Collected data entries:
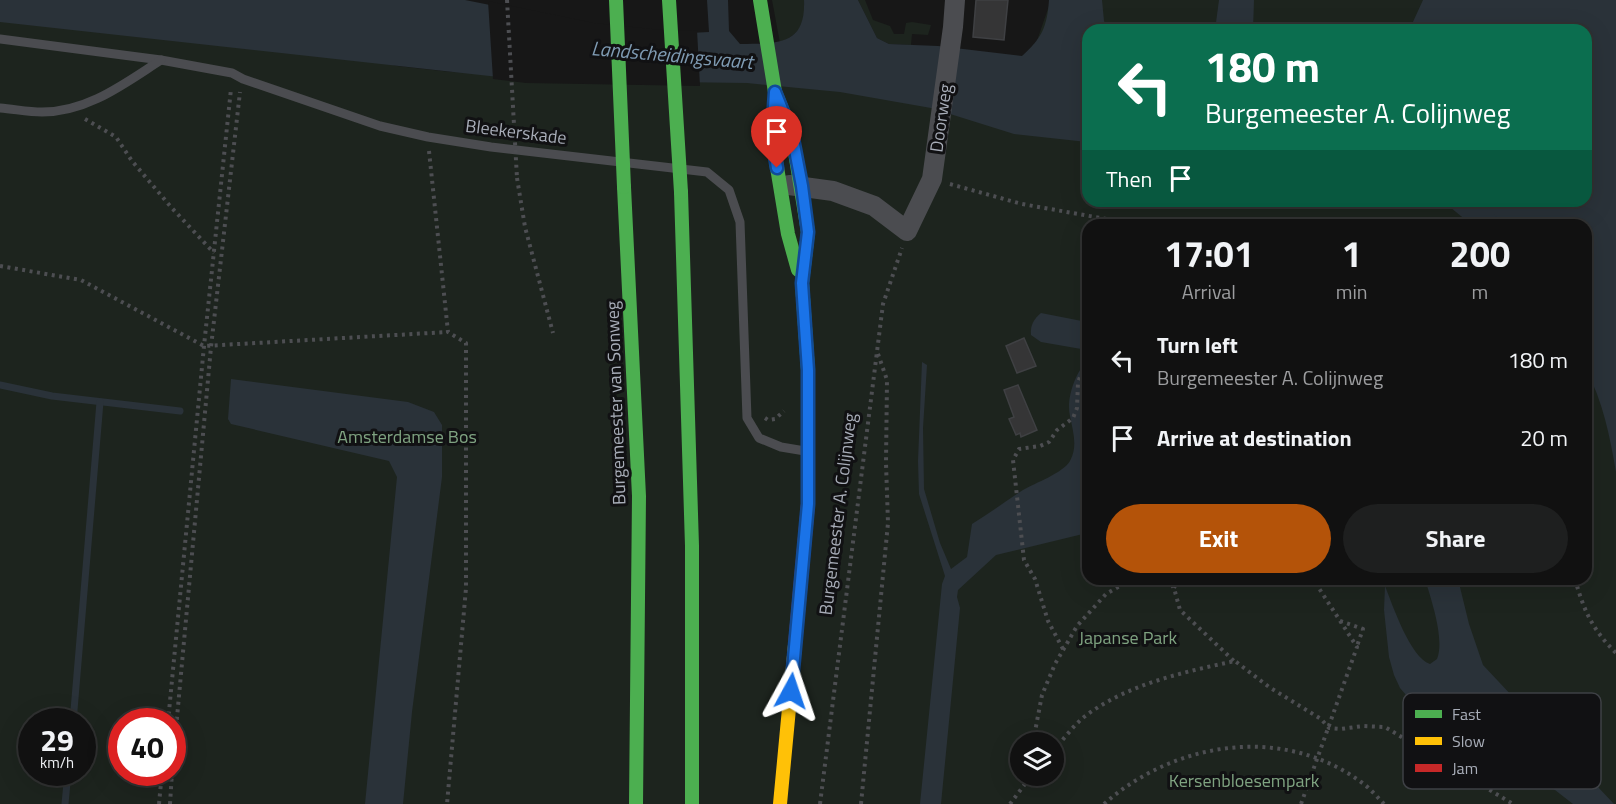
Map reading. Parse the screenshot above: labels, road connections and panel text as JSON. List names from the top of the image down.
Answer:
{
  "streets": {
    "main road": ["Burgemeester van Sonweg", "Burgemeester A. Colijnweg"],
    "street": ["Doorweg"],
    "lane": ["Bleekerskade"]
  },
  "crossings": [
    ["Doorweg", "Burgemeester A. Colijnweg"],
    ["Bleekerskade", "Burgemeester A. Colijnweg"]
  ],
  "water": ["Landscheidingsvaart"],
  "parks": ["Amsterdamse Bos", "Japanse Park", "Kersenbloesempark"],
  "legend": ["Fast", "Slow", "Jam"],
  "page": {
    "turn": ["180 m", "Burgemeester A. Colijnweg"],
    "then": "Then",
    "eta": [
      "17:01",
      "Arrival",
      "1",
      "min",
      "200",
      "m"
    ],
    "list": [
      {
        "name": "Turn left",
        "note": "Burgemeester A. Colijnweg",
        "value": "180 m"
      },
      {
        "name": "Arrive at destination",
        "value": "20 m"
      }
    ],
    "buttons": ["Exit", "Share"],
    "speed": "29 km/h",
    "limit": "40"
  }
}
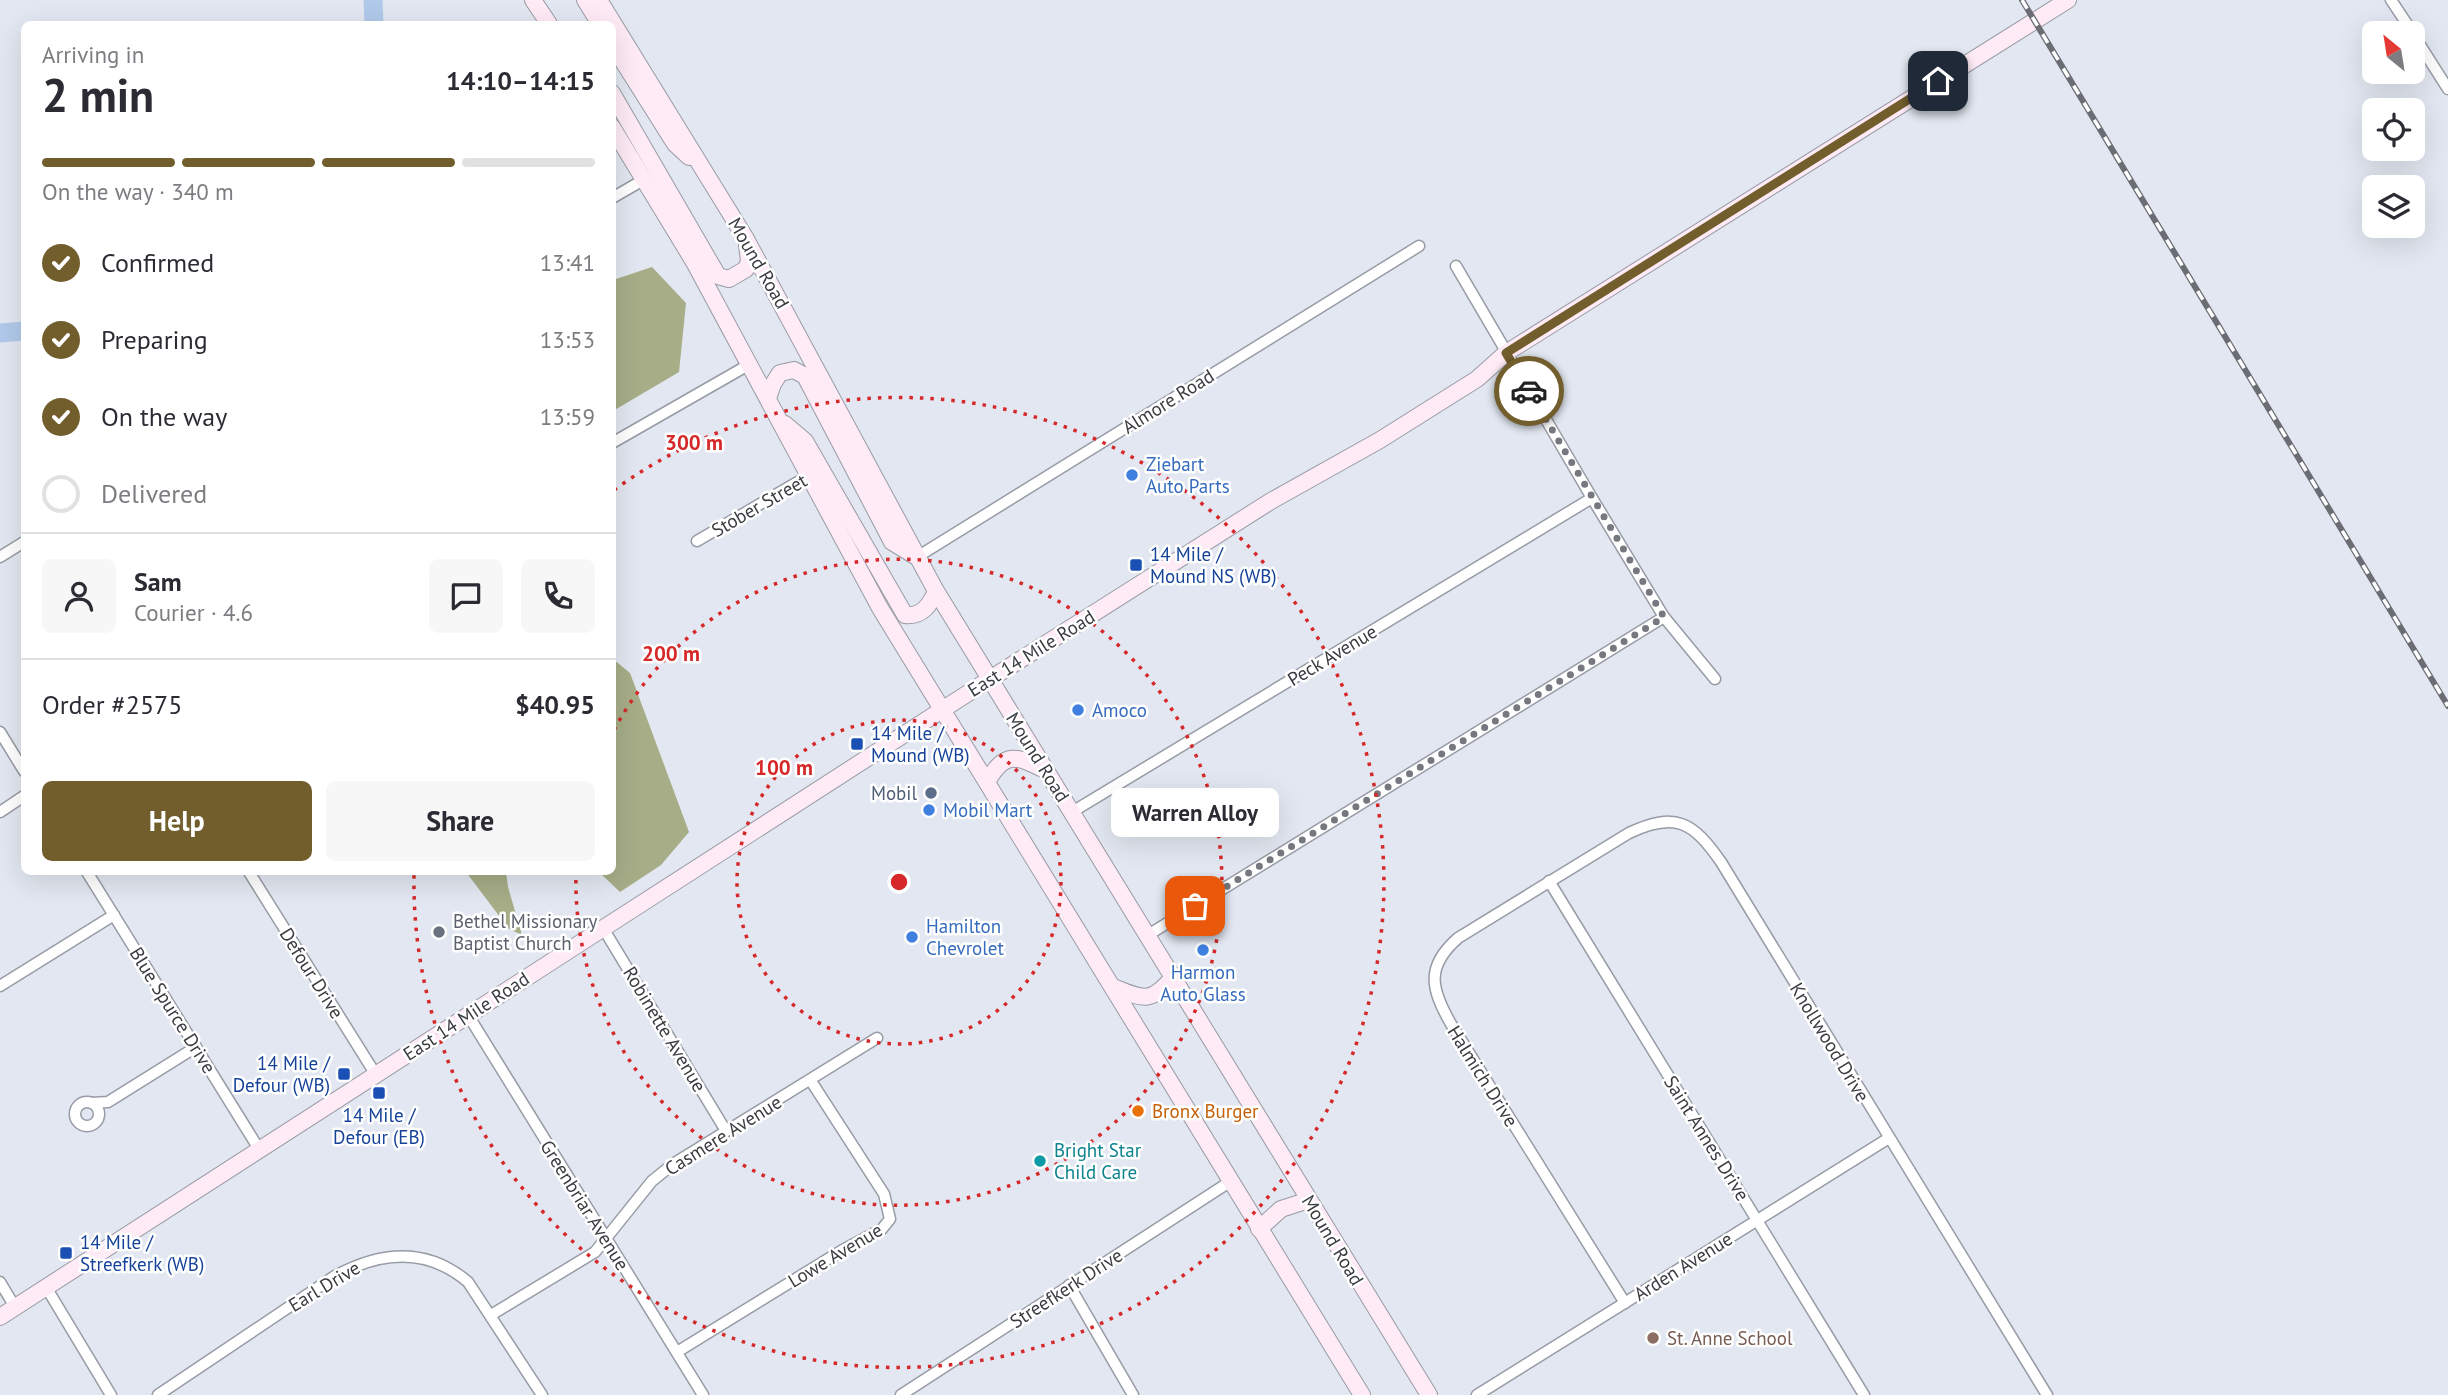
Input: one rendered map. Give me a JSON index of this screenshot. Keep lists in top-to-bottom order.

Task goal
Using the records above, list each line that includes "JSON".

Task result
Map reading. Parse the screenshot above: labels, road connections and panel text as JSON. List names from the top of the image down.
Input: one rendered map. Give me a JSON index of this screenshot. Keep lists in top-to-bottom order.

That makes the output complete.